Integrating local flood knowledges and place-based practice: a social-ecological approach to flood risk mitigation
Lead PI: Leah Bremer
Co-PIs: Katy Hintzen, Kirsten Oleson, Mehana Vaughan, Aurora Kagawa-Viviani, Yinphan Tsang
Graduate Fellow: Carter Beale
Across Hawaiʻi, community groups are managing and restoring landscapes for flood risk reduction, including through biocultural approaches that emphasize the mutual restoration of ecosystems and culture. Such ecosystem-based adaptation strategies present important opportunities to reduce the impacts of flooding while providing a suite of social and ecological benefits. The first phase of this project will explore and document the range of existing and desired ecosystem-based adaptation practices for flooding throughout Hawaiʻi while the second phase will co-produce research with two flood-impacted communities. This research aims to bolster community resilience to flooding by illuminating existing local flood knowledge and place-based practices, and by using participatory mapping to visualize future and desired adaptation strategies along with their projected social and ecological benefits.
2022
Evaluating the NextGen National Water Model for Enhanced Flood Forecasting in Tropical Conditions
Lead PI: Giuseppe Torri
The steep topography and the strong rainfall and vegetation gradients that characterize their watersheds make the Hawaiian Islands a particularly challenging place for hydrologic forecasts. As the Next Generation National Water Model is being developed, it is important that the model is evaluated and calibrated to accurately simulate the streamflow in Hawaiʻi. This project addresses these issues in three ways.
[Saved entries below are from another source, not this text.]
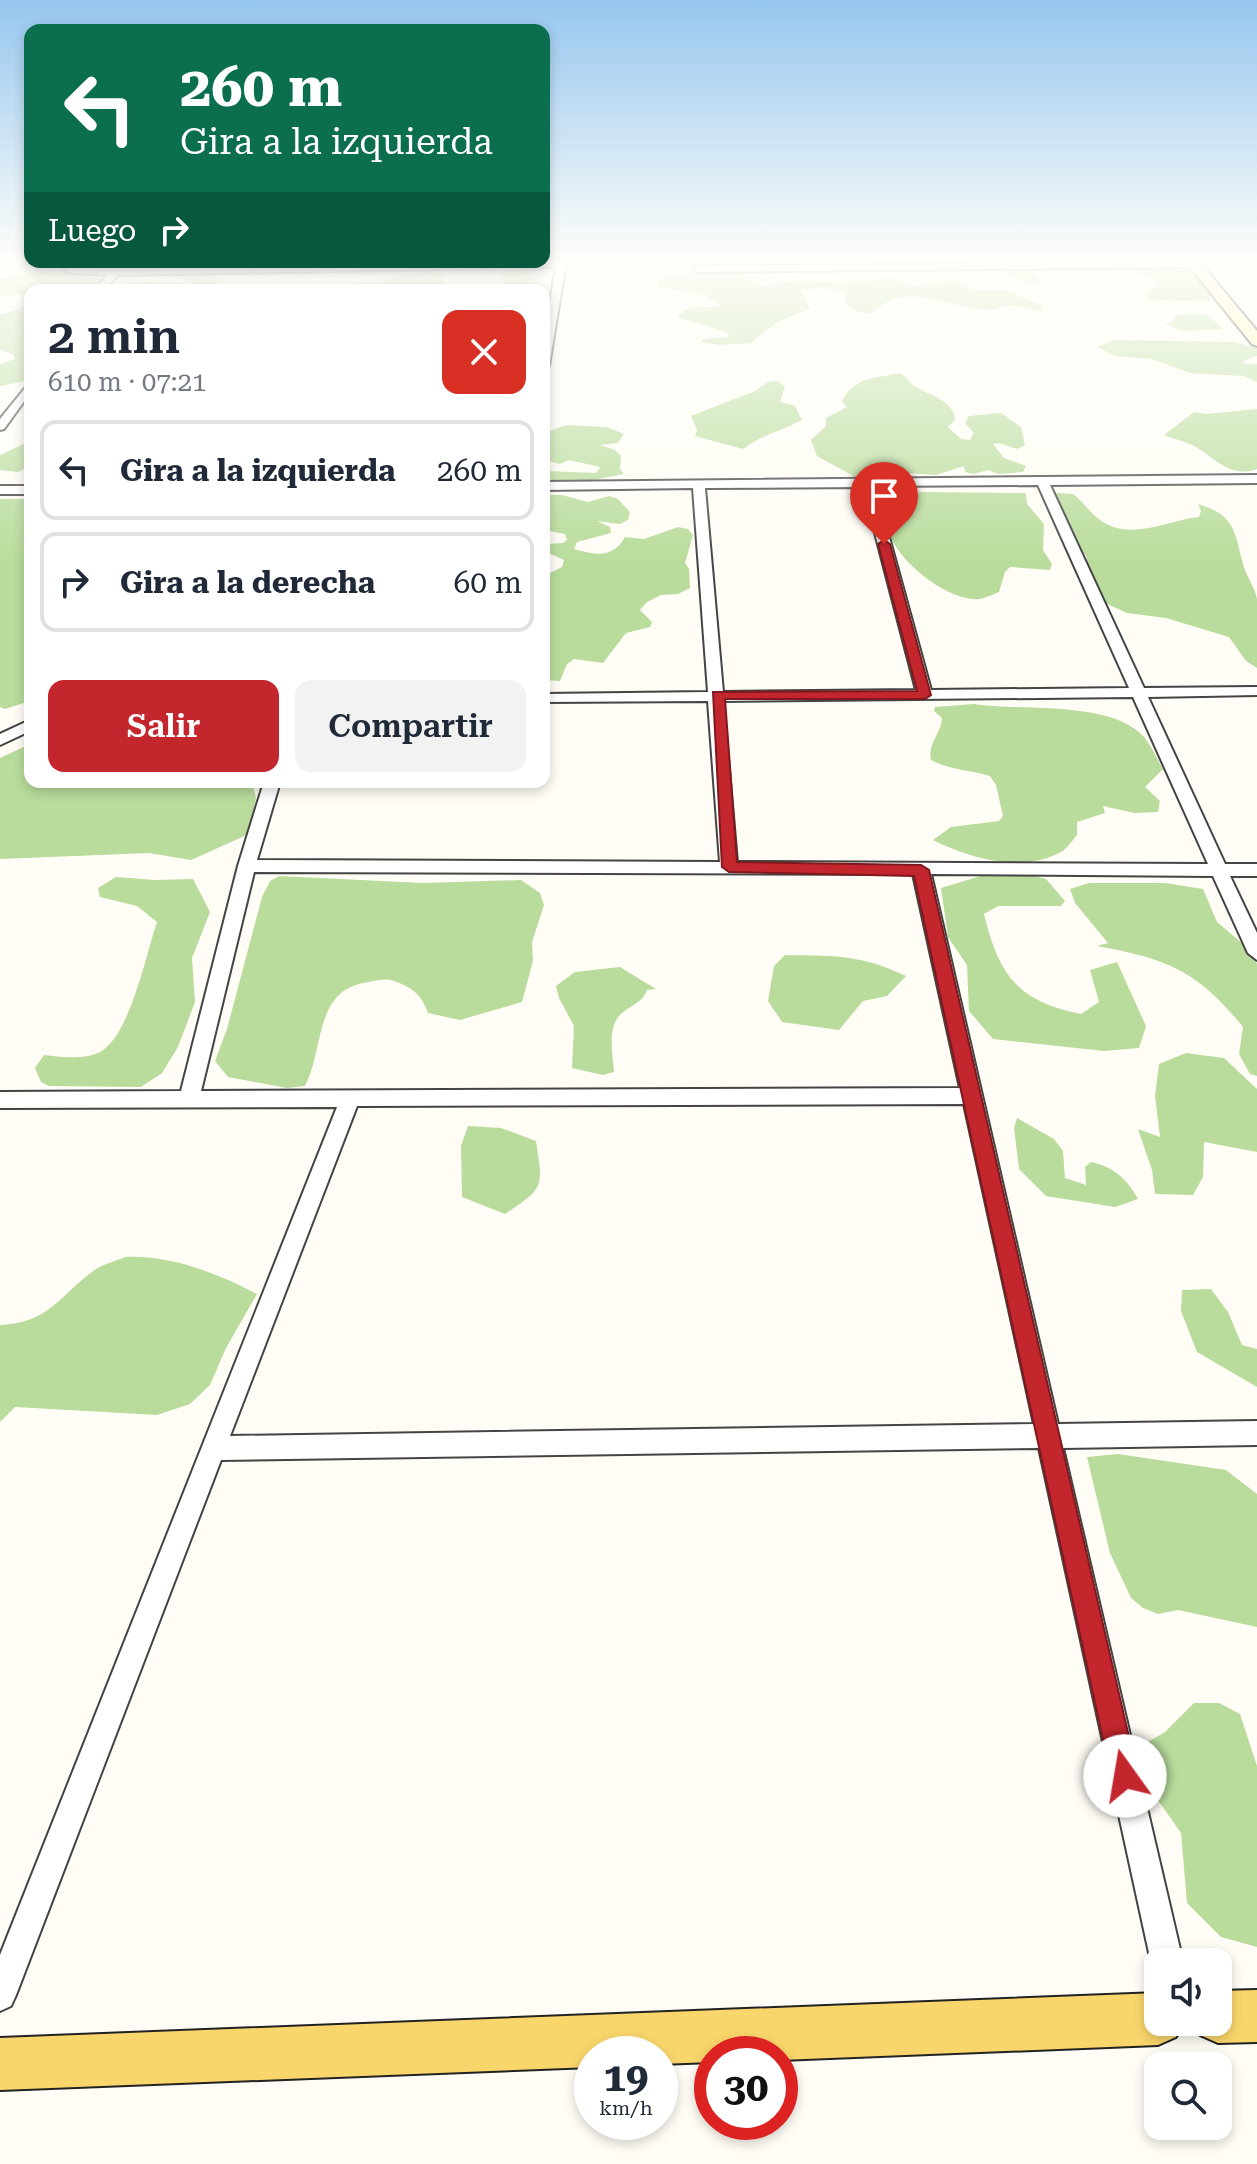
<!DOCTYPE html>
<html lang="es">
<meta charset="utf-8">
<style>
body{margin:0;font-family:"Roboto Serif",serif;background:#f2f2f3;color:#1f2937;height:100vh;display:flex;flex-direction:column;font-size:30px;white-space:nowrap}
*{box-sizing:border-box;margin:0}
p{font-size:26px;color:#747a83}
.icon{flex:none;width:44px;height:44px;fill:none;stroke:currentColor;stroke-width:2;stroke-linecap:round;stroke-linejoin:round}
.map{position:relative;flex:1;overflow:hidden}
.side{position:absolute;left:24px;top:284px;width:526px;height:504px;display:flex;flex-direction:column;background:#fff;border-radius:16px;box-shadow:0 4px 12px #0003}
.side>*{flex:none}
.guide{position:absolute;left:24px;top:24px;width:526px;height:244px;border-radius:16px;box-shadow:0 4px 12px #0003;background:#0b6e4f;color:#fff;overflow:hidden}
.controls{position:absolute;left:1144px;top:1948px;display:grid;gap:16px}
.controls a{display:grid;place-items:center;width:88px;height:88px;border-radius:16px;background:#fff;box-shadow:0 4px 12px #0003;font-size:40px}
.speed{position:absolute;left:574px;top:2036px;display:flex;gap:16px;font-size:40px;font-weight:700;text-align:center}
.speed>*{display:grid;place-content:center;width:104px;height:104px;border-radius:50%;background:#fff;box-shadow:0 4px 12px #0003;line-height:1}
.speed small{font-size:20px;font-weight:400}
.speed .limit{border:12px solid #d22;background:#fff;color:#111}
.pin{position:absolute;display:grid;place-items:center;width:68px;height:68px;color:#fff;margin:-82px -34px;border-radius:50% 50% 50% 0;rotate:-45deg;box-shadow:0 0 8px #0007}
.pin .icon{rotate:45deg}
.me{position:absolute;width:88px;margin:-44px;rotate:347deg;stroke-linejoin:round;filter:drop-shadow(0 0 6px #0008)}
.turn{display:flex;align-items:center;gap:28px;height:168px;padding:0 24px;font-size:36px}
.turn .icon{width:104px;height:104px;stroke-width:2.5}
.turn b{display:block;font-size:56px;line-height:68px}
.then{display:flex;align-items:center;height:76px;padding:0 24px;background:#0003;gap:16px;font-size:30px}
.round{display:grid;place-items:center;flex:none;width:84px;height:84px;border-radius:16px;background:#f2f2f3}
.summary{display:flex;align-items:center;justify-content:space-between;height:136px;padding:0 24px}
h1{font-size:48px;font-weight:600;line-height:60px}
.action{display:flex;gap:16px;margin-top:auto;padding:16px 24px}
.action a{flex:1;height:92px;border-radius:16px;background:#c4262e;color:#fff;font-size:32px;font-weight:600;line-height:92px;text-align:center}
.action a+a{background:#f2f2f3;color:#1f2937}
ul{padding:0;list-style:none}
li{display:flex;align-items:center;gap:24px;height:100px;margin:0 16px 12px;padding:0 8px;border:4px solid #e0e1e3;border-radius:16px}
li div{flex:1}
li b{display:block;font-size:30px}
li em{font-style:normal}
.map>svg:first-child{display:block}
.forest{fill:#b9dc9c}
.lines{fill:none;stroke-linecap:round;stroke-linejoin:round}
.street-casing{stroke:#444;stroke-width:4}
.secondary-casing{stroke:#333;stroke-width:4}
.primary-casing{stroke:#222;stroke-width:4}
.street{fill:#fff;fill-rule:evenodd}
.secondary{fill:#fff6b0;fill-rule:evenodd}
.primary{fill:#f9d66b;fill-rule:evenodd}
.route{fill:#c4262e;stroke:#7f191e;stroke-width:2}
</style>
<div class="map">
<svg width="1257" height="2164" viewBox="0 0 1257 2164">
<rect width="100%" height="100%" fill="#fffdf5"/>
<path class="forest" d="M 782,260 L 777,266 L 759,270 L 736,261 L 685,266 L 602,265 L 588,261 Z
M 802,260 L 1044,260 L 1044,261 L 1031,267 L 1042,284 L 1036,286 L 998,271 L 970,266 L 945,267 L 929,273 L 917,273 L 900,267 L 873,269 L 845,264 L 798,266 L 788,262 Z
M 1148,268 L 1190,271 L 1211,292 L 1210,301 L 1150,300 L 1145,293 L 1159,284 L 1155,279 L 1135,274 Z
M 510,269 L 528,272 L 538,283 L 528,290 L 348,290 L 362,282 L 379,284 L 396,276 L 438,272 L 443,275 L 444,283 L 450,285 L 485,289 L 506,285 L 499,273 Z
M 711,270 L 733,270 L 762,286 C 804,275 848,290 889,276 L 917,287 L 921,284 L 957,281 L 972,290 L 1006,290 L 1041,305 L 1042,311 C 1031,311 1022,306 1011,305 C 1003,305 996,310 987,310 C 949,308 904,280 872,313 C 855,313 845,309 844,291 L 822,288 L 801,290 L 810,309 L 777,322 L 751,343 L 720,345 L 701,342 L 703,339 L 727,337 L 729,335 L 726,332 L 677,317 C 689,302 707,310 722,305 L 702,294 L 657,287 L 658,282 L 667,277 Z
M 198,271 L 223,281 L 201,290 L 153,287 L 115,290 C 134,277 166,284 188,284 L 193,282 L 168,275 Z
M 27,272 L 59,272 L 103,279 L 87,290 L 58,287 L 30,290 L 30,294 L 0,296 L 0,279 Z
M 30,305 L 30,380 L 0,386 L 0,364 L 15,359 L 13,354 L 0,350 L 0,315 Z
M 1202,314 L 1210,316 L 1222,329 L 1180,331 L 1165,323 L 1173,321 L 1176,315 Z
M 1114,340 L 1234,342 L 1257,348 L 1257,356 L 1245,360 L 1244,364 L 1257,364 L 1257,382 L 1244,376 L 1190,373 L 1152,359 L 1115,356 L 1097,347 Z
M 899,373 C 907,376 906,380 913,385 C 928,396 954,399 955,420 L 948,427 L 961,439 L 970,440 L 974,433 L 965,423 L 969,416 L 1001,413 L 1021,427 L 1025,445 L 1017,449 L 999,443 L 993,444 L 1004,458 L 1026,466 L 1023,472 L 999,474 L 988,470 L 974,474 L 965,472 L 964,466 L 936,475 L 909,473 L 889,477 L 857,478 L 817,456 L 811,440 L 826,426 L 826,418 L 847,407 L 842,401 C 855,376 875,379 899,373 Z
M 777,381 L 785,386 L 780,402 L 795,406 L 802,420 C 782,431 761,435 743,449 L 695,436 L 697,430 L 691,416 L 755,391 L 768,382 Z
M 1257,409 L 1257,469 C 1229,479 1215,457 1194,446 C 1185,441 1174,439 1164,435 L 1194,412 L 1206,414 Z
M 566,425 L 607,427 L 624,434 L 618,443 L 600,445 L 615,450 L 621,456 L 620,469 L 624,474 L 583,482 L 544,483 L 544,473 L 548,471 L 596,473 L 600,467 L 569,460 L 560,464 L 548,461 L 545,455 L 550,448 L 547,432 Z
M 30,441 L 30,466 L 18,472 L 0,470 L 0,455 Z
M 922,492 L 1026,493 L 1027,504 L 1044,524 L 1043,550 L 1052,564 L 1050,570 L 1010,567 L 1005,572 L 999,592 C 992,595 982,600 974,599 C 937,597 867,539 890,499 Z
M 1057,493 L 1073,494 C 1083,501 1090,513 1100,520 C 1130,542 1168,520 1199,517 L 1201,511 L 1198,504 C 1235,515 1234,530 1243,564 C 1246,576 1255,587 1257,599 C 1257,620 1257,646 1257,668 L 1246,661 L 1229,637 L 1166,618 L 1127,613 L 1105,603 L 1091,578 L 1086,555 L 1070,543 L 1051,496 Z
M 544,495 L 562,495 L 588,502 L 609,496 L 618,499 L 630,512 L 628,520 L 620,524 L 597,521 L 610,527 L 611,533 L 577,542 L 574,549 C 595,555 613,559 625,537 L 644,539 L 678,527 L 688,529 L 693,535 L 685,563 L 689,569 L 690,588 L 678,594 L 661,595 L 647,602 L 640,610 L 652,622 L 650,627 L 626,633 L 603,663 L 574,659 L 567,664 L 560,681 L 544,680 L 544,576 L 562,567 L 564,560 L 544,551 L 544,544 L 563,543 L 567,540 L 565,534 L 544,530 Z
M 0,499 L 30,499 L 30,701 L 5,709 L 0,707 Z
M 974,704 C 1020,711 1102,701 1139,732 C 1149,740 1156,757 1163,769 L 1145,787 L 1160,801 L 1158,812 L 1134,813 L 1103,806 L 1105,813 L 1077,822 L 1077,835 C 1072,841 1066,850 1059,853 C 1021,873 969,858 933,840 L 951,827 L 999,821 L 1003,816 L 996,785 L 990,776 C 971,770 949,770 931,760 C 927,744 942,732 942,718 L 934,711 L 935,707 Z
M 30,744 L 30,782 L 252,782 L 256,798 L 249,834 L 191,860 L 149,853 L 0,859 L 0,758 Z
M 1004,869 L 1046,879 L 1065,901 L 1061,906 L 998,906 L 984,914 C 999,975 1017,1001 1081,1014 L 1099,1002 L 1090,970 L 1117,962 L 1146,1026 L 1139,1048 L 1104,1051 L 993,1039 L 969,1011 L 967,965 L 948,937 L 941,888 Z
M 279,876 L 422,883 L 521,880 L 540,893 L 544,905 L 532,942 L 533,961 L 522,1002 L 460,1020 L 428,1013 C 421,994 413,988 394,981 C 385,978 378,980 369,982 C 313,989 325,1048 305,1086 L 287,1088 L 228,1077 L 215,1061 L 227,1029 L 262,897 L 270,881 Z
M 116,877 L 155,880 L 193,879 L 210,912 L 192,958 L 195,1002 L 178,1047 L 162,1073 L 141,1087 L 49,1086 L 41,1082 L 35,1068 L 44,1055 C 60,1057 84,1060 100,1052 C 130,1036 146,954 157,922 L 137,906 L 100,897 L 98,888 Z
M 1089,883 L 1165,883 L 1203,889 L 1217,922 L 1250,950 L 1257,964 L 1257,1076 L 1250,1074 L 1239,1054 L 1243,1027 C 1197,970 1167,959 1097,946 L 1108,943 L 1075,903 L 1070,889 Z
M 785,955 C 835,956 859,954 906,976 L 887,996 L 863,1001 L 839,1030 L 782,1022 L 768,1001 L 774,966 Z
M 620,967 L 656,989 L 647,990 C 643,1003 628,1006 619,1016 C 607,1030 613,1055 614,1072 L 603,1075 L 572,1068 L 574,1026 L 559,998 L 556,986 L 575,972 Z
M 1186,1053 L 1224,1058 L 1257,1089 L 1257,1152 L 1204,1142 L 1203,1177 L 1193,1195 L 1155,1194 L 1152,1170 L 1138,1129 L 1160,1137 L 1155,1096 L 1159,1064 Z
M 1017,1118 L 1054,1139 L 1063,1151 L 1065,1178 L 1086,1185 L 1085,1167 L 1091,1162 C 1114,1167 1127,1179 1138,1199 L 1115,1207 L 1046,1196 L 1019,1169 L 1014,1128 Z
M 468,1126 L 501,1128 L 536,1141 C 543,1188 545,1187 505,1214 L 462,1197 L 461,1146 Z
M 125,1257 C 171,1255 217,1273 257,1294 L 226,1348 L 210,1385 L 190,1404 L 157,1415 L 15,1407 L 0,1422 L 0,1325 C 51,1323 60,1294 96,1269 C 104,1264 116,1261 125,1257 Z
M 1211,1289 L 1228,1312 L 1242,1345 L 1257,1349 L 1257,1387 L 1197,1352 L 1181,1311 L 1182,1290 Z
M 1118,1454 L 1226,1470 L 1257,1494 L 1257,1627 L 1178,1610 L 1158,1614 L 1143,1608 L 1131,1598 L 1110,1553 L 1087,1457 Z
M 1194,1703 L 1219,1703 L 1240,1714 L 1257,1766 L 1257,1947 L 1221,1937 L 1187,1903 L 1181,1833 L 1155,1796 L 1148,1742 L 1165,1732 Z"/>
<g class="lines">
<g class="street-casing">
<path id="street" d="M 577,260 L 565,268 L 549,366 L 544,369 L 544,336 L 556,267 L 118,275 L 104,290 L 94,290 L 108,275 L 69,273 L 60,266 L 65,262 L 76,262 L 72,267 L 115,269 Z
M 1195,262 L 1198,267 L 698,272 L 693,269 L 698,266 Z
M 30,382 L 30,393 L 4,429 L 0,430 L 0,419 Z
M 1257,475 L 1257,483 L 1050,485 L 1144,688 L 1257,687 L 1257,695 L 1148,697 L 1225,864 L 1257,864 L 1257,876 L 1230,876 L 1257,933 L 1257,960 L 1248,953 L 1213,876 L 931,874 L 1058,1424 L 1257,1421 L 1257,1445 L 1063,1448 L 1183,1962 L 1158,1962 L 1158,1974 L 1151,1962 L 1039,1448 L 221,1460 L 16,1995 L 11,2006 L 0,2011 L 0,1955 L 337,1107 L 0,1108 L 0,1092 L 181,1091 L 238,866 L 264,782 L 280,782 L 257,860 L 720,862 L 708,701 L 544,702 L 544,694 L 708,692 L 693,488 L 544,490 L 544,482 ZM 1038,485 L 1129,688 L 931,690 L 875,486 ZM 863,487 L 916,690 L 723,692 L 705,488 ZM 1133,697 L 1208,864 L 737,862 L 723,701 ZM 254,872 L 913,874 L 960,1088 L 201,1091 ZM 964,1104 L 1034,1424 L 230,1436 L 357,1106 Z
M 0,486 L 30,486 L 30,494 L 0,494 Z
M 30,720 L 30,731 L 0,745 L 0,734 Z"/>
</g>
<g class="secondary-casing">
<path id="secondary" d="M 1184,260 L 1198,260 L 1257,331 L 1257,346 L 1252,344 Z"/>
</g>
<g class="primary-casing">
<path id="primary" d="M 1257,1990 L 1257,2042 L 1218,2043 L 1200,2035 L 1194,2022 L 1218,2022 L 1218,1991 Z
M 1158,1993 L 1158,2022 L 1183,2022 L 1176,2037 L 1158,2045 L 780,2060 L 780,2054 L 712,2054 L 712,2062 L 660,2064 L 660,2054 L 592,2054 L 592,2067 L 0,2090 L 0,2038 Z"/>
</g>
<use href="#street" class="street"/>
<use href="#secondary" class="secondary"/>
<use href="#primary" class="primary"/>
</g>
<linearGradient id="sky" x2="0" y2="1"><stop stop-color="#95c6ee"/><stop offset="0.46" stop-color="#fffefa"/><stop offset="1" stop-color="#fffefa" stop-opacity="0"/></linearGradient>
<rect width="1257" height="563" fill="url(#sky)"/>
<path class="route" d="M 884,540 L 890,544 L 931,695 L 925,699 L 725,699 L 737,862 L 921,865 L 929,870 L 1138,1776 L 1134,1786 L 1125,1789 L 1115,1786 L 1111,1776 L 914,876 L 729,872 L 722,867 L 713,692 L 917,691 L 878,544 Z"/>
</svg>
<div class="controls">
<a><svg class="icon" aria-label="sound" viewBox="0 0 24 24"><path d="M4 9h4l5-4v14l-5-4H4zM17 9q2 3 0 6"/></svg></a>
<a><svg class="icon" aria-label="search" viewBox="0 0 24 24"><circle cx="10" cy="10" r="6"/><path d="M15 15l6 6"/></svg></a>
</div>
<div class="speed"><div>19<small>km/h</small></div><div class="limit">30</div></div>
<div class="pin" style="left:884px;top:544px;background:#d93025"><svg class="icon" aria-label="arrive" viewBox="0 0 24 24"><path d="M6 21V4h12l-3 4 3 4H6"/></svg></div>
<svg class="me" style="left:1125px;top:1776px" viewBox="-20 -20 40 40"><circle r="19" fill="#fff"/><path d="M0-13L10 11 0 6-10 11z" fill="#c4262e"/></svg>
<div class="guide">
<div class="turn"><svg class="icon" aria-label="left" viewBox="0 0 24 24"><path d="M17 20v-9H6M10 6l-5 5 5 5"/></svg><div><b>260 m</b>Gira a la izquierda</div></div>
<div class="then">Luego<svg class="icon" aria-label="right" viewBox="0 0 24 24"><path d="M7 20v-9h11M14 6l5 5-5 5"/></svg></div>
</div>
<section class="side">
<div class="summary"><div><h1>2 min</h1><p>610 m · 07:21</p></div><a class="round" style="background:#d93025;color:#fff"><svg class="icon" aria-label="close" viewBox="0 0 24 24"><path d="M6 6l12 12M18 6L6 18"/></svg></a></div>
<ul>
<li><svg class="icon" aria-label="left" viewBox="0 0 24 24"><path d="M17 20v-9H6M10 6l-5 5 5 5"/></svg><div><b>Gira a la izquierda</b></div><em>260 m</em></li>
<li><svg class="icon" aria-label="right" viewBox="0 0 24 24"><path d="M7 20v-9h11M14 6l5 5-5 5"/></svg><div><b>Gira a la derecha</b></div><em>60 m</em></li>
</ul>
<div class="action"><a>Salir</a><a>Compartir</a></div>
</section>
</div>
First, it will compile and synthesize all available data, and it will create a data streamflow between the Hawaiʻi Climate Data Portal and the National Weather Service. Then, it will provide a detailed evaluation of the Next Generation National Water Model performance under a variety of weather conditions, clarifying which physical processes might improve the model’s performance. Finally, it will provide a calibrated hindcasting/ forecasting assessment of select watersheds in order to support hyperlocalized flood forecasting for underrepresented communities.